When Hamas launched its unprecedented attack against Israel on Oct. 7, killing 1,200 people, Indian Prime Minister Narendra Modi, like most world leaders, condemned Hamas’s horrific actions and expressed “solidarity with Israel at this difficult hour.” But the Modi government’s approach in the days and weeks that followed have set it apart from many non-Western peers. That divergence notably includes India abstaining from a U.N. resolution on Oct. 27 that called for a “humanitarian truce” (120 countries voted in favor).
India’s approach has surprised many observers for various reasons. First, the Indian government’s relative quiet about the plight of Palestinians in Gaza as the death toll tops 11,000 marks a departure from its consistent support for Palestinians since 1948. Even in the recent past, as India and Israel developed defense and commercial ties, New Delhi’s support for Israel was tempered by its historical ties. Second, through its presidency of the G-20 in 2023, India signaled its ambition to represent the voice of the Global South and ensure the developing world’s concerns get heard.
Historically, India has had a very different relationship with Israelis and Palestinians. During India’s struggle for independence from the British, the Indian anti-colonial movement supported Palestinian nationalists and India proposed a plan in 1947 to create an independent federal state of Palestine (with constitutional safeguards for the Jewish minority). The reasons were complex, stemming in part from the unease of India’s post-colonial, nationalist elites about the wisdom of creating what they perceived to be a settler state in the erstwhile British Mandate for Palestine. Consequently, when the U.N. General Assembly passed a resolution in 1947 that recommended establishing the State of Israel alongside a Palestinian one, a newly independent India was one of the few non-Arab countries that voted against the measure.

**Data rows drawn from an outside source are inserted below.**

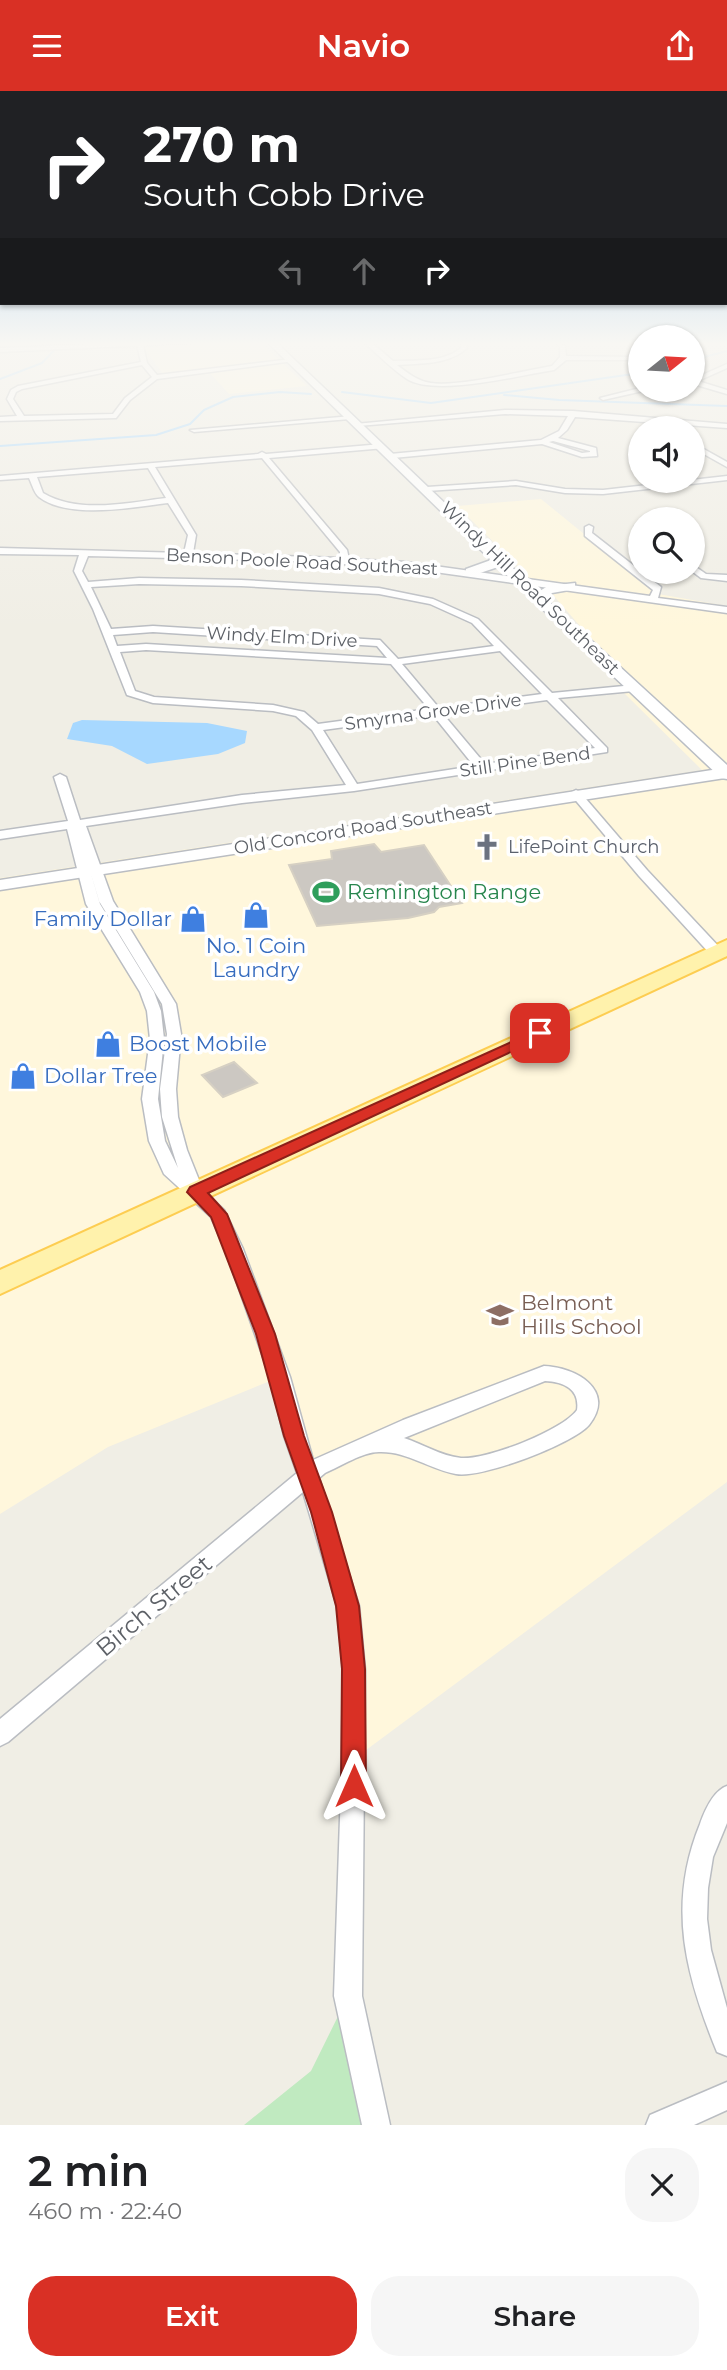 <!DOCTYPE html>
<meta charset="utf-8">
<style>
:root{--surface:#fff;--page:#f6f6f6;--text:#202124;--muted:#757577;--accent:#d93025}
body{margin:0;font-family:Montserrat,sans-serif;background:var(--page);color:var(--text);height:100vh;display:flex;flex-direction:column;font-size:26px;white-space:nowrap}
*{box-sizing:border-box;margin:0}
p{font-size:23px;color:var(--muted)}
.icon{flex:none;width:38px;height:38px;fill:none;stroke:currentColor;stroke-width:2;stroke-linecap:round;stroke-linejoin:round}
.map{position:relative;height:2034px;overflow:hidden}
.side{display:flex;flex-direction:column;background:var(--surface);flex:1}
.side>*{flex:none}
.top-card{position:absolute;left:0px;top:0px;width:728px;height:214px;box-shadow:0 2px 5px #0004;background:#202124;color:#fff;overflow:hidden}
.needle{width:46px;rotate:72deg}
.buttons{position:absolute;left:628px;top:234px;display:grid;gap:14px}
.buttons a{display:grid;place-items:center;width:77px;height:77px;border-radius:50%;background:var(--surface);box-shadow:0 2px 5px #0004;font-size:35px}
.pin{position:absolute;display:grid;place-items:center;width:60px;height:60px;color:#fff;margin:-30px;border-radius:14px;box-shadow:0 4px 10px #0006}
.me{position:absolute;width:77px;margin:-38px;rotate:0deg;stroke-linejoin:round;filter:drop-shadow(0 0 5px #0008)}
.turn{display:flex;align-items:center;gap:24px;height:147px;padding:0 28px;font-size:32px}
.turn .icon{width:91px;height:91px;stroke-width:2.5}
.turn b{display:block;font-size:49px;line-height:60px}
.lanes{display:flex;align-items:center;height:66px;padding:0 28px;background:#0003;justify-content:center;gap:35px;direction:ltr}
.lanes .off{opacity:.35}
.round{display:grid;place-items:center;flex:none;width:74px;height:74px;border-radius:28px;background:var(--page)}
.headline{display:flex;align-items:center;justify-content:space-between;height:119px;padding:0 28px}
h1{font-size:42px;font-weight:600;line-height:52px}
.primary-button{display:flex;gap:14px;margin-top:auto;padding:14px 28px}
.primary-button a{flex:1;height:80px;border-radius:28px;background:var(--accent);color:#fff;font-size:28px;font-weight:600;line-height:80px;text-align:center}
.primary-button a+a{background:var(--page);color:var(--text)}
header{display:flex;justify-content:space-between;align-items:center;height:91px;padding:0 28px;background:var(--accent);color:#fff;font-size:32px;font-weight:600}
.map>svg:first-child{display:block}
.commercial{fill:#fff7dc}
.green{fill:#c0eac0}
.water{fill:#a7d8ff}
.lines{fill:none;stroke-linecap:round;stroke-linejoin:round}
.stream{stroke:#a7d8ff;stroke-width:2}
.building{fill:#ccc8c2;stroke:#d6d0c3;stroke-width:2}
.minor-casing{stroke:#babdc2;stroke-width:3}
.tertiary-casing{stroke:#babdc2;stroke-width:3}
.secondary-casing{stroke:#babec4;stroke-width:3}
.primary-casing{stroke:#fdcd51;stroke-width:4}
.minor{fill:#fff;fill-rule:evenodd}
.tertiary{fill:#fff;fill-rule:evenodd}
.secondary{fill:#fff;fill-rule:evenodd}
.primary{fill:#fff2ac;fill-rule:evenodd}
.route{fill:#d93025;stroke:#8d1f18;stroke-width:2}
.labels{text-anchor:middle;stroke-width:7;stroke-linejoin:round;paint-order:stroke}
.far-street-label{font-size:18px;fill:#5d6167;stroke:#fff}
.far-worship-label{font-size:18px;fill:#5b616d;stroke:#fff;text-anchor:start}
.leisure-label{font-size:21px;fill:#27864d;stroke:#fff;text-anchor:start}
.shop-label{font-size:21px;fill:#366cbe;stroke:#fff;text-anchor:start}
.education-label{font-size:21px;fill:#785e54;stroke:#fff;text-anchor:start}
.near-street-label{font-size:24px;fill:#5d6167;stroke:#fff}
</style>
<header><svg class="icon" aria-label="menu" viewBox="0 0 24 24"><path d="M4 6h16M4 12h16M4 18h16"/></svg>Navio<svg class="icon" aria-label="share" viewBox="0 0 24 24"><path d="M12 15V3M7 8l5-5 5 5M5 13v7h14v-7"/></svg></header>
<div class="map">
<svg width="727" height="2034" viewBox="0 0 727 2034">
<rect width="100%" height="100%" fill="#f0eee5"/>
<g class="commercial">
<polygon points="200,252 261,252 307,295 229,303 209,281 163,283 143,255"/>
<polygon points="541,408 658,503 727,515 727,1391 354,1668 354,1579 280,1286 108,1356 0,1423 0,787 702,679 624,602 593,550 553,504 540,494 498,481 527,484 457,415"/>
</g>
<polygon class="green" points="348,1905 376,2034 244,2034 311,1980"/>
<polygon class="water" points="82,629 207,632 247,640 245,652 218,663 147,673 112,655 67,648 73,632"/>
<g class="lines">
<g class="stream">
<polyline points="693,269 727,260"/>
<polyline points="0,288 42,272 61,252"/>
<polyline points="342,301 431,312 640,282"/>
<polyline points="504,304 559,309 727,315"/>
<polyline points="0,355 156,344 190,333 204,319 233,306 280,301 311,303"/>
</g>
</g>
<g class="building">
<polygon points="374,753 381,761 424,754 462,812 439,816 434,821 408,827 317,835 289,774 332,768 331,760"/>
<polygon points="234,971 257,992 223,1006 202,984"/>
</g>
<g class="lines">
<defs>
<g id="minor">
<path d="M140 252 143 254 147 272 157 284 291 268 294 270 157 288 130 309 116 327 0 330V326L17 325 7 308 11 299 18 295 141 271 137 254ZM142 274 152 286 125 307 113 323 24 325 13 308 16 301 22 298Z"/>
<path d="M365 252H372L393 270C416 269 444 272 462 256L460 252H466L467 257C449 274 421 272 397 274 408 282 417 290 431 292 459 296 522 280 552 275L560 266V256L556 252 565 255 566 265 638 266 640 269H566L554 279C520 284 436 306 407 288 393 279 378 264 365 252Z"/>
<polygon points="727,273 727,277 698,290 727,299 727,303 693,293 693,288"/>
<polygon points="640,297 643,300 603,309 600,307"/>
<path d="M505 319 573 320 727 333V337L575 326 567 339 558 347 596 357 597 365 582 366 542 353 393 367 390 363 541 349 559 340 568 325 505 323 358 335 355 333ZM553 350 590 360V361L582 362 549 351Z"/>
<polygon points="352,325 350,328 194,341 190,339"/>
<polygon points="693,352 727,371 727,376 693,357"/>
<path d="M382 353 385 357 269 367 347 459 349 468 406 471 650 505 653 499 585 445V436L589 434 593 436 592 442 661 496 658 507 727 516V522L406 477 294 470 88 465 82 480 88 491 139 487 241 489 379 497 433 508 478 528 552 602 634 594 639 597 634 600 558 607 607 657V661L354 700 242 712 86 735 113 810 176 913 181 943 176 998 178 1026 187 1059 203 1099 224 1119 243 1158 290 1286 313 1369 403 1329 544 1275C575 1276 617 1299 589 1334 573 1353 480 1388 456 1383 429 1378 407 1360 379 1361 363 1361 341 1375 325 1382L319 1387 359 1515 365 1579 362 1905 390 2034H362L334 1905 342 1668 343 1579 337 1515 303 1401 8 1651 0 1655V1628L297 1382 284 1345 270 1286 225 1158 211 1126 164 1083 149 1050 142 1008 150 948 147 920 140 901 86 813 67 738 0 748V740L68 730 54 686 60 683 66 686 80 729 242 704 346 694 312 639 296 625 273 620 153 612 127 604 93 518 74 480 79 464 0 463V457L184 462 188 444 168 412C134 416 69 429 39 406 34 402 32 393 29 387L0 389V385L258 363 262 361 266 363ZM262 367 340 461V467L193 462 196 444 155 376ZM148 377 166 407C126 412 79 423 43 402L37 386ZM139 493 241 495 379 503 430 513 472 532 494 555 398 568 380 549 153 535 111 538 91 496ZM153 541 377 555 387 567 146 553 117 555 113 544ZM146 559 391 573 429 618 318 633 304 621 273 614 154 606 135 600 120 561ZM500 560 542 603 439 617 402 573ZM547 609 595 657 485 673 443 623ZM433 624 474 675 357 693 323 639ZM89 776 99 810 162 913 167 943 160 998 162 1026 178 1077 165 1050 158 1008 164 948 161 920 154 901 100 813ZM545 1290C564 1291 580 1298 577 1319 562 1340 486 1369 461 1367 441 1365 423 1353 404 1347Z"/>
<polygon points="727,385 727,389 603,403 565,402 516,394 427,400 423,398 427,396 516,390 565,398 603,399"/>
<polygon points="635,435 640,435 640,441 635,439"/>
<polygon points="693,474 706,483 727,484 727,490 701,487 693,481"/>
<polygon points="576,699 580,701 647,779 721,858 723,861 721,864 711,864 639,785 572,705 572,701"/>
<path d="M727 1695V1732L713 1766 708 1797 707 1828 711 1859 727 1917V1965L717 1961C685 1883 667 1814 700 1733 705 1719 713 1700 727 1695Z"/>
<polygon points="727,1991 727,2019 694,2034 646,2034 650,2024"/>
</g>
<g id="tertiary">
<polygon points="119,252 192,252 0,261 0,257"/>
<polygon points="725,677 725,687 0,799 0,789"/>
</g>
<polygon id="secondary" points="268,252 277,252 538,501 548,495 575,492 575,498 552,502 546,508 727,674 727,688 721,687 498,476 471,485 466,484 466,478 491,469"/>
<polygon id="primary" points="727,849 727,865 0,1203 0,1179"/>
</defs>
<use href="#minor" class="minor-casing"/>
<use href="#tertiary" class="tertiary-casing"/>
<use href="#secondary" class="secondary-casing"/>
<use href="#primary" class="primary-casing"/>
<use href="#minor" class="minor"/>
<use href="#tertiary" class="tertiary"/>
<use href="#secondary" class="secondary"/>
<use href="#primary" class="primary"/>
</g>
<linearGradient id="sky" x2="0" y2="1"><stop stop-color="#8ec2f1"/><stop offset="0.47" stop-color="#f8f7f3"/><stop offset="1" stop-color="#f8f7f3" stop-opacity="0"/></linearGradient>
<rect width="727" height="537" fill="url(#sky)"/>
<polygon class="route" points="540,938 548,942 545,945 208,1102 227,1123 275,1243 304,1345 332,1421 359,1515 365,1578 366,1695 362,1703 354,1707 345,1703 341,1695 342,1578 336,1515 311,1421 284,1345 256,1243 211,1126 187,1101 190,1096"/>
<defs>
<symbol id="church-bare" viewBox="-9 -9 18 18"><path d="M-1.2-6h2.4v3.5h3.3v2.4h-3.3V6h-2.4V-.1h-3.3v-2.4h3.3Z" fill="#6b7280" stroke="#fff" stroke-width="2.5" paint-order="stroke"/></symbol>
<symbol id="stadium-bare" viewBox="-9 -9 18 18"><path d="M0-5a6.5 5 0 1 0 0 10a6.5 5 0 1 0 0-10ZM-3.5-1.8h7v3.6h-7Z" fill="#2e9e5b" stroke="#fff" stroke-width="2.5" paint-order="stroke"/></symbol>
<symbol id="shop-bare" viewBox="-9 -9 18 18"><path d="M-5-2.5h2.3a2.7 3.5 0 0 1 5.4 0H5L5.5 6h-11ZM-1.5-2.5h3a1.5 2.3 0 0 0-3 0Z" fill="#3f7fe0" stroke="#fff" stroke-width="2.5" paint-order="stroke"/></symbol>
<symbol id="school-bare" viewBox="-9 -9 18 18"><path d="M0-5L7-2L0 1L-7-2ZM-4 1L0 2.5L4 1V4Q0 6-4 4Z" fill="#8d6e63" stroke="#fff" stroke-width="2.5" paint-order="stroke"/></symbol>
</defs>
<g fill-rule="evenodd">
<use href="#church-bare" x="468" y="737" width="38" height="38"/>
<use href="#stadium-bare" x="307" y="782" width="38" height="38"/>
<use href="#shop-bare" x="237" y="805" width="38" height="38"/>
<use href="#shop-bare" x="174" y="809" width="38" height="38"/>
<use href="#shop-bare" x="89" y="934" width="38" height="38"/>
<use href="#shop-bare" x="4" y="966" width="38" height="38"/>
<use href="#school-bare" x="481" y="1205" width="38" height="38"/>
</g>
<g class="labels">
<g class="far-street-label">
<text transform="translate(302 471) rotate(3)" y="6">Benson Poole Road Southeast</text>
<text transform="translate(530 497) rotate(44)" y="6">Windy Hill Road Southeast</text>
<text transform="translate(282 546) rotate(3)" y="6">Windy Elm Drive</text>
<text transform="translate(433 621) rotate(-8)" y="6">Smyrna Grove Drive</text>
<text transform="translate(525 671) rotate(-8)" y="6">Still Pine Bend</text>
<text transform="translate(363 737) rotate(-9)" y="6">Old Concord Road Southeast</text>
</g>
<g class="far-worship-label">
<text x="508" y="762">LifePoint Church</text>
</g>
<g class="leisure-label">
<text x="347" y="808">Remington Range</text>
</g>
<g class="shop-label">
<text x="172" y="835" text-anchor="end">Family Dollar</text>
<text x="256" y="862" text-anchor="middle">No. 1 Coin<tspan x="256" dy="24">Laundry</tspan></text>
<text x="129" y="960">Boost Mobile</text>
<text x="44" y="992">Dollar Tree</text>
</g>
<g class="education-label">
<text x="521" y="1219">Belmont<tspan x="521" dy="24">Hills School</tspan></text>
</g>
<g class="near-street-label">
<text transform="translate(154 1515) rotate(-40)" y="8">Birch Street</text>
</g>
</g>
</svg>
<div class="buttons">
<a><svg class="needle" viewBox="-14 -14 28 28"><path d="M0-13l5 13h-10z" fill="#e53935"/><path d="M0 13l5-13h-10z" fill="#757577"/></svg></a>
<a><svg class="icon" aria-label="sound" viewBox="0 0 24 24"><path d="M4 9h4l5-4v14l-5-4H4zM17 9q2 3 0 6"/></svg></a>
<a><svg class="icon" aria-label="search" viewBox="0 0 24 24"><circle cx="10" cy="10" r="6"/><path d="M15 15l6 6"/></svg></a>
</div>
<div class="pin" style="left:540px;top:942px;background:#d93025"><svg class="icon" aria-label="arrive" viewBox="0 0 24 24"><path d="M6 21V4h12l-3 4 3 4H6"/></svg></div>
<svg class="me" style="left:354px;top:1695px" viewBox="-20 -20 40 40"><path d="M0-17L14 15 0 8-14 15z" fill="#d93025" stroke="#fff" stroke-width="4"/></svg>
<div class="top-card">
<div class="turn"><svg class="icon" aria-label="right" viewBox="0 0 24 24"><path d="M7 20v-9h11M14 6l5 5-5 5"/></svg><div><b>270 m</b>South Cobb Drive</div></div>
<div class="lanes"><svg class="icon off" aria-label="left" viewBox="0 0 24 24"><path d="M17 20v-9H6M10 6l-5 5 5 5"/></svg><svg class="icon off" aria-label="ahead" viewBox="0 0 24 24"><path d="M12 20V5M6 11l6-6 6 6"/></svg><svg class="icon" aria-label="right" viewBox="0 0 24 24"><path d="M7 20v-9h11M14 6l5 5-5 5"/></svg></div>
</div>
</div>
<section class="side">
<div class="headline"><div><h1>2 min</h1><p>460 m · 22:40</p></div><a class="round"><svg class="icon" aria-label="close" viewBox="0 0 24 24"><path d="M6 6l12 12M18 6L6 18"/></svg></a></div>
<div class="primary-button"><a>Exit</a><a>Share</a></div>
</section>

Pragmatic considerations shaped India’s position. Indian leaders felt that they could not endorse a state that was founded on religious grounds, especially coming so soon after the violent Partition of India in 1947 that led to Pakistan’s creation, an outcome that they had staunchly opposed.
India formally recognized Israel in 1950. But Indo-Israeli contacts were limited given Prime Minister Jawaharlal Nehru’s fear of stirring opposition, particularly from Indian Muslims. At the time, India also wanted to present itself as a standard-bearer against colonialism and to demonstrate its solidarity with newly decolonized Arab states, which were being courted by Pakistan. In 1974, India became the first non-Arab country to recognize the Palestine Liberation Organization as the “sole and legitimate representative of the Palestinian people.” India again claimed another first when it became the first non-Arab country to recognize the State of Palestine when the PLO proclaimed it in 1988.
It was not until 1992 that India granted full diplomatic recognition to Israel, including the opening of the Israeli Embassy in New Delhi. With the Cold War over and the impending Oslo Accords—which sought rapprochement between Israel and the Palestinians—India chose to end its policy of keeping Israel at a calculated distance. Since then, the Indo-Israeli relationship has developed steadily, especially when it comes to defense cooperation. A turning point came in 1999 when India went to war with Pakistan over the disputed Kashmir region and Israel demonstrated its willingness to provide arms and ammunition. In recent years, India has purchased about $2 billion worth of weapons annually from Israel. India has bought missiles, drones, bombs, and border-security equipment, and is now the Israeli defense industry’s biggest foreign customer.
Modi’s election in 2014 put the Indo-Israeli rapprochement into higher gear. While previous governments had made sure to keep their dealings with Israel largely silent, the Modi government has been public in its engagement with Israel. Modi was the first Indian Prime Minister to visit Israel in 2017, which was reciprocated when Netanyahu traveled to Delhi in 2018. The ideological alignment between the two right-wing leaders has certainly been more apparent than with previous governments. Members of Modi’s Hindu nationalist Bharatiya Janata Party have long regarded Israel as a model religious-nationalist state to potentially build on, in contrast to India’s founding as a secular and multi-religious one.
Still, India has reaffirmed its support for the Palestinian cause in recent years. Modi became the first Indian Prime Minister in 2018 to visit Ramallah in the occupied West Bank. India has also increased its donations to the U.N. Relief and Works Agency for Palestine Refugees in the Near East. These various gestures were meant to remind both internal and external audiences of India’s complicated stance on the Israeli-Palestinian conflict.
India’s tilt toward Israel encompasses growing trade and defense cooperation, ideological and leadership affinities, and a focus on counter-terrorism cooperation. But India is aware of potential diplomatic costs and Modi has spoken to various Arab Gulf leaders to coordinate positions; earlier this month, India voted in favor of a U.N. General Assembly resolution that condemned Israeli settlements in East Jerusalem, the West Bank, and Golan Heights.
The challenge for India ahead is maintaining the strategic defense and commercial ties with Israel while navigating its role as a Global South leader. It is a tight rope to walk.